_EXERCISE OBJECTIVE_. Using the entries that follow, establish how many lines contain the word "UNIVERSITARIA" and give only that figure.

_DATA PROVIDED_.
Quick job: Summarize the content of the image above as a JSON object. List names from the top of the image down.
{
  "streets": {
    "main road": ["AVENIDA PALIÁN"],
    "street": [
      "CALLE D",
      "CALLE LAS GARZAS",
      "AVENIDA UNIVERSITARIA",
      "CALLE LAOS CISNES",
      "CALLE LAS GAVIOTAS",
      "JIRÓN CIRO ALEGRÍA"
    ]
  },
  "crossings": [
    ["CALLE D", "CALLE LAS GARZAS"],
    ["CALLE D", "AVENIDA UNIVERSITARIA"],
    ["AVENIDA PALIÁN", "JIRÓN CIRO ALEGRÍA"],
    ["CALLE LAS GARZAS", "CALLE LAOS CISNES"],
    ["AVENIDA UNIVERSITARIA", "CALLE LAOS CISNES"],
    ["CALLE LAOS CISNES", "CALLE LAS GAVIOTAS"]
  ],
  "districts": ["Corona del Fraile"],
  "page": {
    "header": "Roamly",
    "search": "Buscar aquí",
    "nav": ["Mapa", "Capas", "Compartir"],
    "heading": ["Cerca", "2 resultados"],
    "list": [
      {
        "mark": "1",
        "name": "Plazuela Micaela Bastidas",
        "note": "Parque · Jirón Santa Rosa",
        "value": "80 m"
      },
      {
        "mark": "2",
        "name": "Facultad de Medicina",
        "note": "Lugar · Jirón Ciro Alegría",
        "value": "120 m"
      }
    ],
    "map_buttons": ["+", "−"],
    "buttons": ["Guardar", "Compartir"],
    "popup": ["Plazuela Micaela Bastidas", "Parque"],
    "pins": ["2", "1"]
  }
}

_SOLUTION_. 3